[Stored entries]

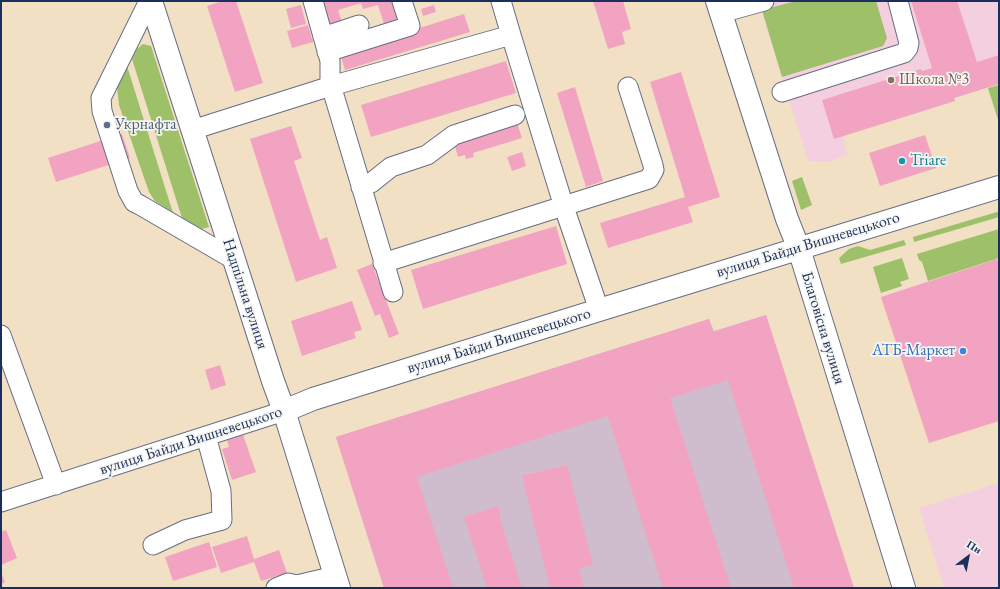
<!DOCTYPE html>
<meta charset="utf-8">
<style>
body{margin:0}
#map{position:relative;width:1000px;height:589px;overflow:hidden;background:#f1e0c4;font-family:"EB Garamond",serif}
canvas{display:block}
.frame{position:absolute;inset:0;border:2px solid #1b2f5e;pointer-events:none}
.north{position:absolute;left:948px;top:537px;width:40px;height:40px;-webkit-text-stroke:3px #f6f6f2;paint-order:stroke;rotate:32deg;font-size:11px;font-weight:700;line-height:16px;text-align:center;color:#1b2f5e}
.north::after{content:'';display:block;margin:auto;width:14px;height:18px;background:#1b2f5e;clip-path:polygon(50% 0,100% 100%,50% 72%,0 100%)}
</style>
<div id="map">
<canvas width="1000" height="589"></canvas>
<div class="frame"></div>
<div class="north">Пн</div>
</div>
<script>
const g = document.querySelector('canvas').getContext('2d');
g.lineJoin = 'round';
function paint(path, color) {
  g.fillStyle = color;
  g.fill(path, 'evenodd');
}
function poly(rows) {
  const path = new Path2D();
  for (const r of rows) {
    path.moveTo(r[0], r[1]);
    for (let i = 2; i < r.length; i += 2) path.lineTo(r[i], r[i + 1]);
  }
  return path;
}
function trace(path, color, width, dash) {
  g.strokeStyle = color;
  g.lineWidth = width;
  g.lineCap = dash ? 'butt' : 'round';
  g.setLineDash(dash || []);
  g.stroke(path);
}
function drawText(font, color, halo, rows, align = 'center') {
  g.font = font + ' "EB Garamond",serif';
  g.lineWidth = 3.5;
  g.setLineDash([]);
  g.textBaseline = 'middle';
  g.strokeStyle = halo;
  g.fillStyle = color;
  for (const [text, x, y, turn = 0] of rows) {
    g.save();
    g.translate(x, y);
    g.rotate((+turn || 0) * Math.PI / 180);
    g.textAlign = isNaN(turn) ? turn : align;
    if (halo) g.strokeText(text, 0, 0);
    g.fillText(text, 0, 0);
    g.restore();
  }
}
const built = poly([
 [758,1,999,1,999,84,955,98,955,101,843,136,847,155,828,162,808,161],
 [999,483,999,588,944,588,919,508]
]);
const industrial = poly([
 [766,315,854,588,384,588,336,437,709,319,714,331]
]);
const green = poly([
 [796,1,876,1,887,38,883,46,782,77,762,10],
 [143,44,151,46,209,227,202,229,197,227,182,218,132,59,137,49],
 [127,66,173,213,155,201,149,192,119,105,117,87],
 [999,85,999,123,988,88],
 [802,177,812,205,801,210,792,181],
 [997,212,999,212,999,217,914,242,913,237],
 [999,229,999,258,928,281,922,262,919,260,917,254],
 [904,240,906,245,841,264,839,258,849,249,858,246,870,250],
 [902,258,909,279,900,282,902,286,881,293,873,267]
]);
const building = poly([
 [222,1,236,1,263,83,235,92,207,6],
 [320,1,393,1,399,22,385,27,378,5,363,9,361,3,338,10,342,23,328,27],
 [593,1,623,1,631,29,622,32,625,44,608,49],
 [911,1,957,1,977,62,999,55,999,84,954,98,955,101,834,139,822,100,921,69,922,71,932,68],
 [301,5,306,24,291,28,286,9],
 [434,5,436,12,423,16,421,9],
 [464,14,470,32,345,70,340,53],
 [308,25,313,42,292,48,287,31],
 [506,61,516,93,371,137,361,105],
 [681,72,720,197,688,207,693,222,608,248,600,223,685,197,650,82],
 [575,87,603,181,586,187,557,93],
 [516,120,522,138,473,153,474,157,466,159,465,155,458,157,453,139],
 [291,126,302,158,294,161,320,240,327,237,337,268,296,282,250,139],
 [122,134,130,158,56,182,48,158],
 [925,135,936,168,880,186,869,153],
 [522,152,526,166,512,171,507,157],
 [556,226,567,264,423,309,411,270],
 [997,259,999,264,999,421,929,443,881,297],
 [372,264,399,334,389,338,380,314,375,316,357,270],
 [352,301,362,330,354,332,356,338,302,356,291,321],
 [766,315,854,588,794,588,728,380,670,398,731,588,663,588,608,416,417,477,453,588,384,588,336,437,709,319,713,332],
 [220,365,226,385,211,390,205,370],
 [242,432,256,472,232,480,222,449,229,447,226,437],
 [567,465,593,565,579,568,584,588,550,588,522,476],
 [498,506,501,515,499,516,522,588,487,588,464,517],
 [6,530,17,558,1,565,1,532],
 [247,536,254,559,279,550,287,573,261,581,254,562,221,573,212,547],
 [209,542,217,567,173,581,165,557],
 [1,573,5,582,1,584]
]);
const minor = poly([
 [149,1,101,98,102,111,128,191,134,202,140,205,233,259],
 [313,1,330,61,330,82,393,292],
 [501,1,511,35],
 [721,13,764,1],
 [323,37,359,25],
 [327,52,410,26,402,1],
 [782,92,904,53,908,48,909,43,898,1],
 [192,130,331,86,511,35,564,207,599,310],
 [361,187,371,183,391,167,427,155,454,135,515,115],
 [383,263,649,179,654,170,653,165,628,87],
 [1,335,56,485],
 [1,502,284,411],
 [153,545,185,530,222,520,221,491,206,436],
 [276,588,288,583,297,585,335,576]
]);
const major = poly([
 [151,1,273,381,284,411,339,588],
 [717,1,787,219,799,249,904,588],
 [284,411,313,399,599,310,999,187]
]);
const markers = [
 [891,80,4,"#8d6e63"],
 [107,125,4,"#5c6f8a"],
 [902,161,4,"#0f9aa8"],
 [963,351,4,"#3f7fe0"]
];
const educationNames = [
 ["Школа №3",899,80]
];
const serviceNames = [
 ["Укрнафта",115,125]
];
const cultureNames = [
 ["Triare",910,161]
];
const streetNames = [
 ["вулиця Байди Вишневецького",808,245,-17],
 ["Надпільна вулиця",245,294,72],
 ["Благовісна вулиця",823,328,73],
 ["вулиця Байди Вишневецького",499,341,-17],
 ["вулиця Байди Вишневецького",191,441,-18]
];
const shopNames = [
 ["АТБ-Маркет",955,351]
];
paint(built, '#f3cfdf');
paint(industrial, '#cfbdce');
paint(green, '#9dc069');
paint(building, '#f2a3c1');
trace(minor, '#666d82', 21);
trace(major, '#666d82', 24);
trace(minor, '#fff', 19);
trace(major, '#fff', 22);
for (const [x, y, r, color] of markers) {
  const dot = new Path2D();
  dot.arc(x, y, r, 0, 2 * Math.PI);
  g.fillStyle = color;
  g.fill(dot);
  trace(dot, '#f6f6f2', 1.5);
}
drawText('16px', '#785e54', '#f6f6f2', educationNames, 'left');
drawText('16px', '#4e5e75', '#f6f6f2', serviceNames, 'left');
drawText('16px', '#0d838f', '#f6f6f2', cultureNames, 'left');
drawText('16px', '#1b2f5e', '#f6f6f2', streetNames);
drawText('16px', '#366cbe', '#f6f6f2', shopNames, 'right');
</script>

(ASSIGNED TASK)
Would you repeat exactly, and only, the lines from the start of the records above through the line containing "g.lineCap = dash ? 'butt' : 'round';", with the pictures omitted?

(REPLY TO THE TASK)
<!DOCTYPE html>
<meta charset="utf-8">
<style>
body{margin:0}
#map{position:relative;width:1000px;height:589px;overflow:hidden;background:#f1e0c4;font-family:"EB Garamond",serif}
canvas{display:block}
.frame{position:absolute;inset:0;border:2px solid #1b2f5e;pointer-events:none}
.north{position:absolute;left:948px;top:537px;width:40px;height:40px;-webkit-text-stroke:3px #f6f6f2;paint-order:stroke;rotate:32deg;font-size:11px;font-weight:700;line-height:16px;text-align:center;color:#1b2f5e}
.north::after{content:'';display:block;margin:auto;width:14px;height:18px;background:#1b2f5e;clip-path:polygon(50% 0,100% 100%,50% 72%,0 100%)}
</style>
<div id="map">
<canvas width="1000" height="589"></canvas>
<div class="frame"></div>
<div class="north">Пн</div>
</div>
<script>
const g = document.querySelector('canvas').getContext('2d');
g.lineJoin = 'round';
function paint(path, color) {
  g.fillStyle = color;
  g.fill(path, 'evenodd');
}
function poly(rows) {
  const path = new Path2D();
  for (const r of rows) {
    path.moveTo(r[0], r[1]);
    for (let i = 2; i < r.length; i += 2) path.lineTo(r[i], r[i + 1]);
  }
  return path;
}
function trace(path, color, width, dash) {
  g.strokeStyle = color;
  g.lineWidth = width;
  g.lineCap = dash ? 'butt' : 'round';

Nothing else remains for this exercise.